Leave out the pictures, and write out exactly the lines from the beginning of the material to the line holding "position:absolute; right:18px; top:18px;", that line included, and nothing else.

Exercise materials:
○ ○ ○
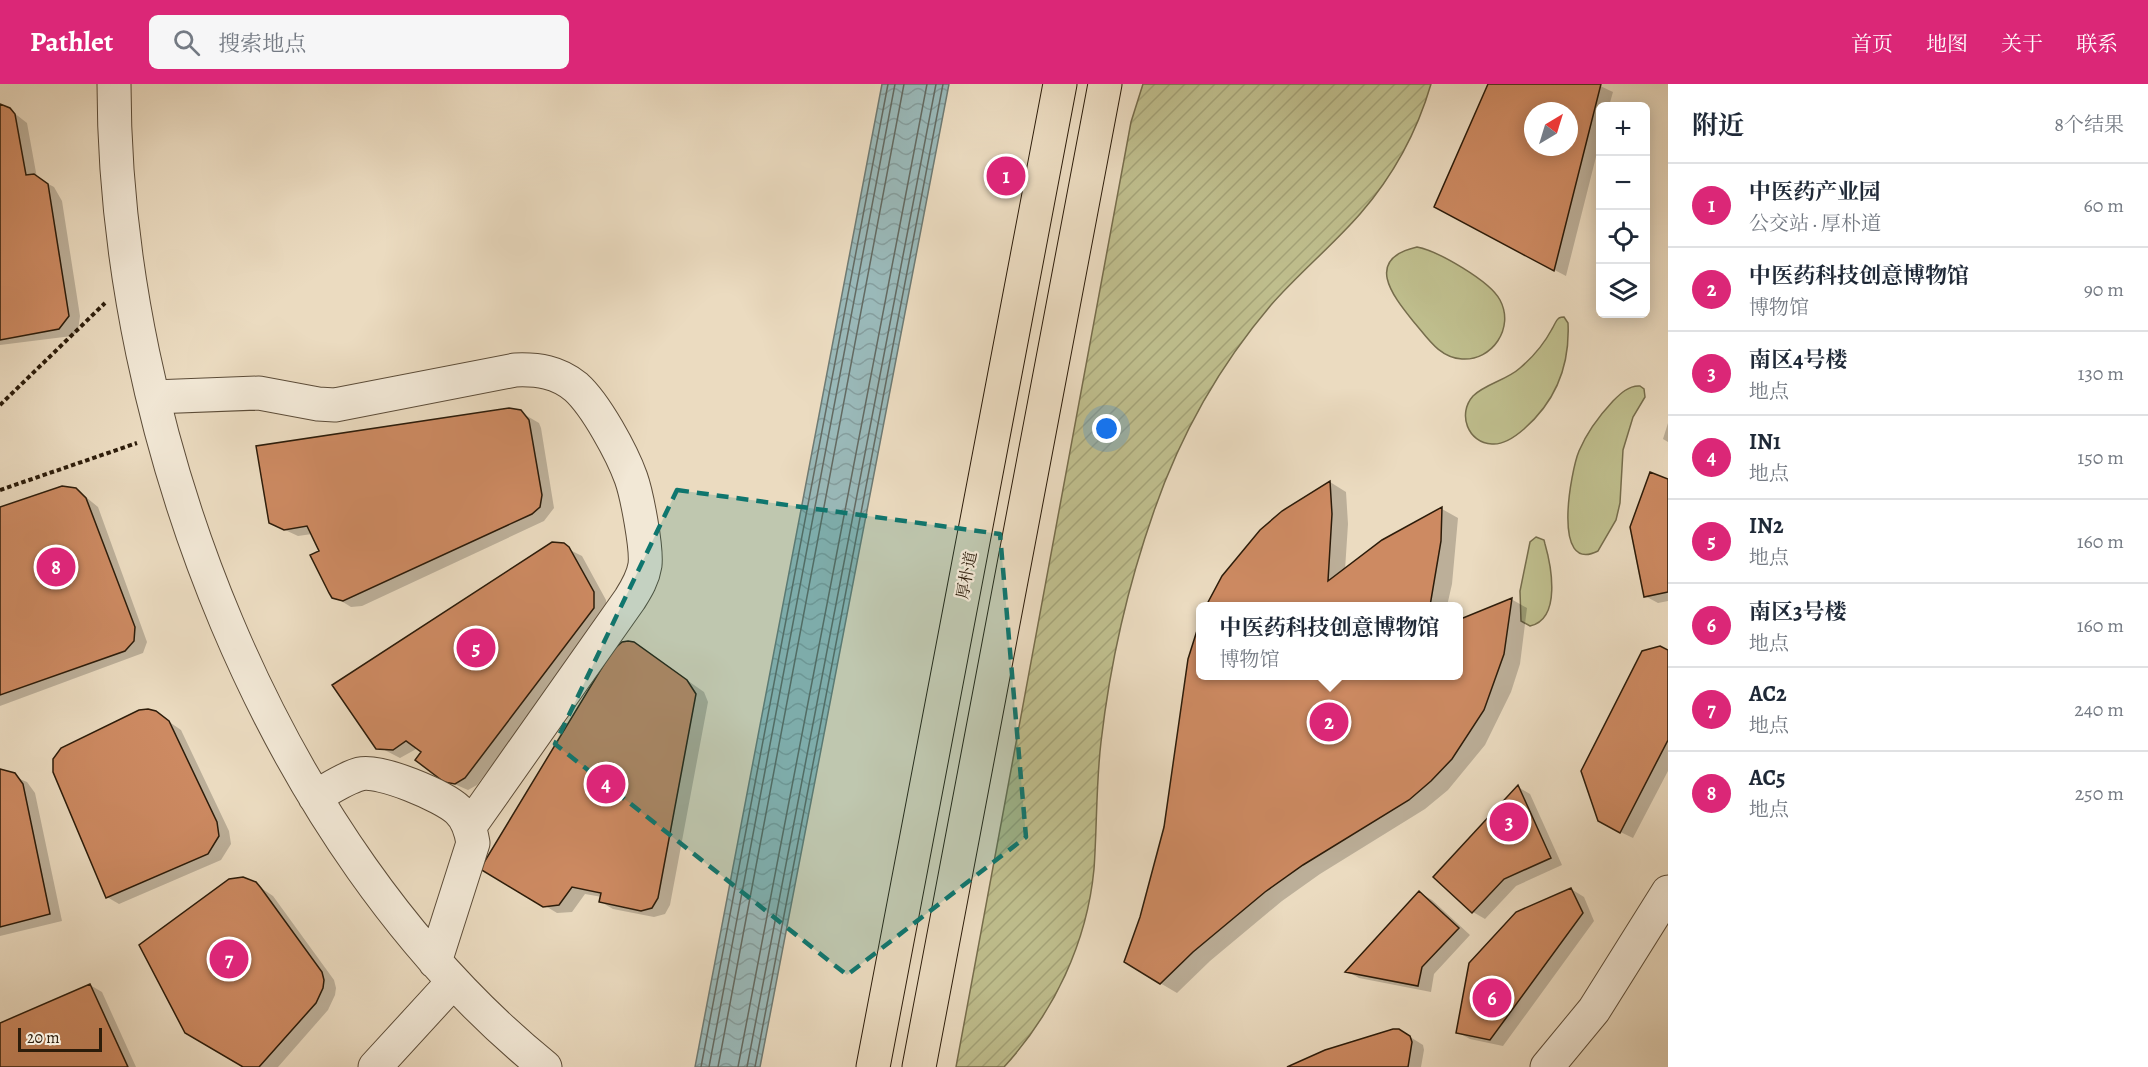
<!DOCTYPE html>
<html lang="zh">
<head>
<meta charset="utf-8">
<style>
  body { margin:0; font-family:Alegreya,"Noto Serif SC",serif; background:#f6f6f7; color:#1f2937 }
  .controls { position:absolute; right:18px; top:18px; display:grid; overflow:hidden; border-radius:9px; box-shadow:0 3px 15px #0003 }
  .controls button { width:54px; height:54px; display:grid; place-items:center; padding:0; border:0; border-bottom:2px solid #e0e1e3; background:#fff; color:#1f2937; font:30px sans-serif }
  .compass { position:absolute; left:1524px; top:18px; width:54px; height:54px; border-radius:50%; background:#fff; box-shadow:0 3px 15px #0003; rotate:38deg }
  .scale { position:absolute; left:18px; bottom:15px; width:84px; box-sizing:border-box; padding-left:6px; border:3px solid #2c1c0a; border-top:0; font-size:16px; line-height:21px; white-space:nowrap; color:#2c1c0a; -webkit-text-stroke:4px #f2e8d6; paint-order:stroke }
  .you { position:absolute; left:1107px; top:345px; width:21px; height:21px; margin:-15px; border:4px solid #fff; border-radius:50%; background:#1a73e8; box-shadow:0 0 0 9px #1a73e833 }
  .badge { display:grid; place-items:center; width:39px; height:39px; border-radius:50%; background:#db2777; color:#fff; font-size:20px; font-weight:700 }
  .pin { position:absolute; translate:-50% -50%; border:3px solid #fff; box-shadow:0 2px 6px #0006 }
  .popup { position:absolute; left:1196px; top:518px; width:267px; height:78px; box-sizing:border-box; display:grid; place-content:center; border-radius:9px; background:#fff; filter:drop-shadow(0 2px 4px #0005); font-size:20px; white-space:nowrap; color:#747a83 }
  .popup b { font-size:22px; color:#1f2937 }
  .popup::after { content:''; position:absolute; left:50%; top:100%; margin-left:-12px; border:12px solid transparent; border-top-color:#fff }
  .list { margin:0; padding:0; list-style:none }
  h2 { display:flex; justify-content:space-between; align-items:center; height:78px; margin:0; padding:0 24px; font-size:26px }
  h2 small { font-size:20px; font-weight:400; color:#747a83 }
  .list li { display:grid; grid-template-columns:39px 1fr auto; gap:18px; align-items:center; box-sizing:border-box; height:84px; padding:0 24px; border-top:2px solid #e0e1e3 }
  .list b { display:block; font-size:22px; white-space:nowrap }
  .list p { margin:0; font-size:20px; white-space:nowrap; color:#747a83 }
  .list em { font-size:20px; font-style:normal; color:#747a83 }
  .icon { flex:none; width:33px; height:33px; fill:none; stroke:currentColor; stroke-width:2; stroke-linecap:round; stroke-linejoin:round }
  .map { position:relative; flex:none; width:1668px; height:983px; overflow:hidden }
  header { display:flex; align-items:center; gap:36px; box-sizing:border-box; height:84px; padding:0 30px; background:#db2777; color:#fff }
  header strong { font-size:28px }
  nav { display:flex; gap:33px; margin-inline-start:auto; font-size:21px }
  .search { width:420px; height:54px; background:#f6f6f7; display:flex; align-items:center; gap:15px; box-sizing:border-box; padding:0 21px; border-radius:9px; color:#747a83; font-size:22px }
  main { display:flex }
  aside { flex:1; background:#fff }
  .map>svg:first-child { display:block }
</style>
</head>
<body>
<header>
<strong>Pathlet</strong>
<div class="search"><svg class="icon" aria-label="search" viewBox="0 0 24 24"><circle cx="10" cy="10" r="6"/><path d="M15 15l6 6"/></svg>搜索地点</div>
<nav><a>首页</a><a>地图</a><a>关于</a><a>联系</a></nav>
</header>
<main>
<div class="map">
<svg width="1668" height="983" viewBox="0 0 1668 983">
  <defs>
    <pattern id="garden-furrows" width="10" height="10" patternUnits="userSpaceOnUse" patternTransform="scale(1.5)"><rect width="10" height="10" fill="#bfbe8d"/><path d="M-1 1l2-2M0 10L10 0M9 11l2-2" fill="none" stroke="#a4a378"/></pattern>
    <pattern id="water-waves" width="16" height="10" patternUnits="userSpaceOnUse" patternTransform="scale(1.5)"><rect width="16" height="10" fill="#9ab9b9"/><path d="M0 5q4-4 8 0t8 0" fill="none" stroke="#859e9e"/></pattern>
  </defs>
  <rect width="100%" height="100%" fill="#ebdbc0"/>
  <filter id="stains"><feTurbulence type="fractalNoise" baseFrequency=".00333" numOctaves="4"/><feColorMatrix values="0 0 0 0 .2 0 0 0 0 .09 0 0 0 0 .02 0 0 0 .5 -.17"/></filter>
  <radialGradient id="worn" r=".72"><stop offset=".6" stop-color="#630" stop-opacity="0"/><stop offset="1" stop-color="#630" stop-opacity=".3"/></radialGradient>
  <!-- grass -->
  <path fill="#bfbe8d" stroke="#766d4c" stroke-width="1.5" d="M1417 163C1438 167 1490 197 1500 216 1515 244 1492 277 1462 275 1439 274 1427 253 1413 237 1392 211 1364 175 1417 163Z
    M1564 233 1568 239C1570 281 1556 317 1524 345 1516 352 1504 361 1492 360 1468 359 1457 330 1473 312 1485 300 1507 296 1520 284 1533 273 1544 260 1552 245 1554 242 1556 236 1559 234 1561 233 1562 233 1564 233Z
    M1640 302 1644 305 1645 313 1633 333 1623 366 1620 419 1616 436 1598 467C1551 491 1571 386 1579 367 1587 348 1599 332 1613 317 1620 310 1629 301 1640 302Z
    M1536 453 1544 456 1545 460C1551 481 1562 535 1530 542L1521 537 1520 507 1530 458Z"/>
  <!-- garden -->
  <path fill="url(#garden-furrows)" stroke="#766d4c" stroke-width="1.5" d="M1143 0H1431C1417 48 1393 92 1360 130 1332 162 1299 189 1271 221 1220 281 1180 352 1154 427 1128 501 1110 580 1101 658 1096 700 1097 743 1094 785 1087 859 1054 928 1004 983H956L1131 38Z"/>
  <!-- water -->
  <path fill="url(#water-waves)" stroke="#6e7a73" stroke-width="1.5" d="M882 0H949L760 983H695Z"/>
  <!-- shadow -->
  <path fill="#0003" fill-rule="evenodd" d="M1490 0H1596L1613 8 1609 22H1600V57L1566 192 1448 130ZM1533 27H1569V63H1533Z
    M0 23 9 25 27 39 37 94 54 103 62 117 80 232 78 247 72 252 0 261Z
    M515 325 539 339 541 344 554 424 544 437 362 522 351 523 338 515 312 450 298 452 283 445Z
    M1668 339V358L1663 355Z
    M1668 397V517L1658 519 1645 512Z
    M1330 398 1346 408 1348 440 1345 486 1442 425 1458 434 1452 500 1447 522H1208L1283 428Z
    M76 405 98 423 147 558 143 569 0 622V425Z
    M568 465 582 472 606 516V531L477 701 468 706 445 696 418 664 400 674 373 660Z
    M1511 515 1527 524 1520 580 1511 608 1485 661 1448 706 1425 725 1320 790 1282 817 1210 877 1177 909 1160 899 1141 834 1165 743 1200 545V592H1458V538Z
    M634 559 704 608 708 618 670 821 665 830 654 833 613 825 601 818 602 813 585 810 572 828 557 829 483 784Z
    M1668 568V687L1633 754 1612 744Z
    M155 628 181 646 229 747 231 760 221 776 119 820 107 813Z
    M0 687 27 698 35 709 62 837 0 852Z
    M1518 703 1530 710 1562 781 1516 802 1485 835 1473 828Z
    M249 796 273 812 334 896 336 904 335 911 328 926 278 983H246Z
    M1571 805 1584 813 1594 837 1503 962 1470 955 1457 948Z
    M1420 809 1432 816 1470 851 1434 890 1431 908 1359 894 1347 887Z
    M90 901 102 908 136 983H0V943Z
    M1399 946 1423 961 1424 966 1421 983H1291Z"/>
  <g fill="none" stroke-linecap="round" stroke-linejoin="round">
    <!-- shore -->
    <path stroke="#636a62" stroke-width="1.5" d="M701 983 888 0
      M709 983 895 0
      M718 983 904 0
      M738 983 927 0
      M747 983 936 0
      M755 983 943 0"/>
  </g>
  <!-- building -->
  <path fill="#cd8a62" stroke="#2c1c0a" stroke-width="1.5" fill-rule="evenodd" d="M1488 0H1601L1554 187 1434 123ZM1533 27H1569V63H1533Z
    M0 20 10 24 15 30 26 91 34 90 48 100 69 232 59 245 0 256Z
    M509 324 521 326 529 336 542 411 540 423 532 430 343 517 332 514 329 509 310 471 319 467 307 442 284 446 269 439 256 362Z
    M1650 388 1668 395V508L1644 513 1630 443Z
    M1330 397 1332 430 1328 497 1382 456 1442 423 1441 457 1430 522H1206L1222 492 1260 446 1282 427Z
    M62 402 76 404 86 414 135 543 134 557 125 567 0 611V423Z
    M552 458 564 459 569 463 594 508V524L465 694 455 700 444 698 415 676 421 668 406 657 393 666 376 665 332 601Z
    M1512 514 1504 570 1484 626 1452 675 1431 697 1409 716 1303 781 1265 808 1193 868 1160 900 1124 878 1140 833 1164 743 1188 575 1200 537V592H1458V536Z
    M628 557 634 558 687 596 696 610 658 814 652 824 641 827 599 818 601 809 572 803 559 821 543 823 480 785 612 567 622 558Z
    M1660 562 1668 566V656L1620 749 1598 737 1581 687 1642 567Z
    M148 625 156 627 169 637 217 738 219 752 208 770 106 814 53 688V675L61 664 139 626Z
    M0 685 15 689 23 700 50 830 0 843Z
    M1518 701 1551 774 1504 795 1472 829 1433 793Z
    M243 793 256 798 261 804 322 888 324 896 323 904 316 919 259 983H243L185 949 139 861 229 795Z
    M1571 804 1583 829 1490 956 1456 949 1469 879 1516 828Z
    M1419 807 1459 844 1422 883 1418 902 1345 888Z
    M90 900 128 983H0V939Z
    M1393 945H1399L1410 952 1412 958 1408 983H1287L1325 966Z"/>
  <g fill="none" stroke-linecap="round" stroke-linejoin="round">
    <!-- minor casing -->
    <g stroke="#5c4c38" stroke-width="35">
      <path id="minor" d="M114 0C114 348 271 761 545 983
        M153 313 259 309 318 320 335 321 515 286C538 285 558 288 576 303 596 321 622 369 631 394 637 411 647 464 645 481 643 494 637 504 630 515L470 742
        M315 713C329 705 345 694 360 690 380 685 443 712 458 726 468 735 471 747 473 759L435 878
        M375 983 452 899
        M1547 983 1594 926 1668 808"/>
    </g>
    <!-- major casing -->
    <g stroke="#2c1c0a" stroke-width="35">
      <path id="major" d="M873 983 1060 0
        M919 983 1105 0"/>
    </g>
    <!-- path -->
    <path stroke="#2c1c0a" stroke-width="4" stroke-dasharray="4.5 3" stroke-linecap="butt" d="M0 321 105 219
      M0 406 137 359"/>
    <!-- minor -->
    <use href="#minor" stroke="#f2e8d6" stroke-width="33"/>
    <!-- major -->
    <use href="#major" stroke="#ebdbc0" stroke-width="33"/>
  </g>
  <!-- marked area -->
  <path fill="#0f766e" fill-opacity="0.2" stroke="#0f766e" stroke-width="4.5" stroke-dasharray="12 8" stroke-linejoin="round" d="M677 406 1000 450 1026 753 847 891 555 660Z"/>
  <g text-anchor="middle" stroke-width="4.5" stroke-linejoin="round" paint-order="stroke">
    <!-- street labels -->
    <g font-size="16" fill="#2c1c0a" stroke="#f2e8d6">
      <text transform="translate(966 491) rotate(-79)" y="6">厚朴道</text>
    </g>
  </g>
  <rect width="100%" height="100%" filter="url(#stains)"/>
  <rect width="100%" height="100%" fill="url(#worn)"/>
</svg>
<div class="controls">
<button>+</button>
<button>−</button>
<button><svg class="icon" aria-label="locate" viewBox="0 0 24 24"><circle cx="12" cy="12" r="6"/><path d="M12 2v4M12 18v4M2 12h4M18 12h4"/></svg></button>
<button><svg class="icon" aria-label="layers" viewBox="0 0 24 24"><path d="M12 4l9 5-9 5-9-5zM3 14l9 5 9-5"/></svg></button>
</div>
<svg class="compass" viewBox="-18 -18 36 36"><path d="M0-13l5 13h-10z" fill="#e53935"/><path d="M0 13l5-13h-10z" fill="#747a83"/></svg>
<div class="scale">20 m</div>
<div class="you"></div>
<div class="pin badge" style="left:1006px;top:92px">1</div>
<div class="pin badge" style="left:1329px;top:638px">2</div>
<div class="popup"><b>中医药科技创意博物馆</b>博物馆</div>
<div class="pin badge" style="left:1509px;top:738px">3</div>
<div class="pin badge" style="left:606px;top:700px">4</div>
<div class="pin badge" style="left:476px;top:564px">5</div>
<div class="pin badge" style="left:1492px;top:914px">6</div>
<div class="pin badge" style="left:229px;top:875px">7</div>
<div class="pin badge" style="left:56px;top:483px">8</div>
</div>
<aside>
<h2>附近<small>8个结果</small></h2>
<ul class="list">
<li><span class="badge">1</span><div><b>中医药产业园</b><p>公交站 · 厚朴道</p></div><em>60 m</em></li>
<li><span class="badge">2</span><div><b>中医药科技创意博物馆</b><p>博物馆</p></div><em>90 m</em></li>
<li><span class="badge">3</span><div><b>南区4号楼</b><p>地点</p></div><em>130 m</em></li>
<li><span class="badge">4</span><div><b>IN1</b><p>地点</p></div><em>150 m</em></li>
<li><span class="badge">5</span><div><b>IN2</b><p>地点</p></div><em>160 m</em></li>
<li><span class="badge">6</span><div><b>南区3号楼</b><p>地点</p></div><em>160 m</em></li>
<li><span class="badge">7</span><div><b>AC2</b><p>地点</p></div><em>240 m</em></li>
<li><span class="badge">8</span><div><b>AC5</b><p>地点</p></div><em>250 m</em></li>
</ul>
</aside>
</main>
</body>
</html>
○ ○ ○
Response for this exercise:
<!DOCTYPE html>
<html lang="zh">
<head>
<meta charset="utf-8">
<style>
  body { margin:0; font-family:Alegreya,"Noto Serif SC",serif; background:#f6f6f7; color:#1f2937 }
  .controls { position:absolute; right:18px; top:18px; display:grid; overflow:hidden; border-radius:9px; box-shadow:0 3px 15px #0003 }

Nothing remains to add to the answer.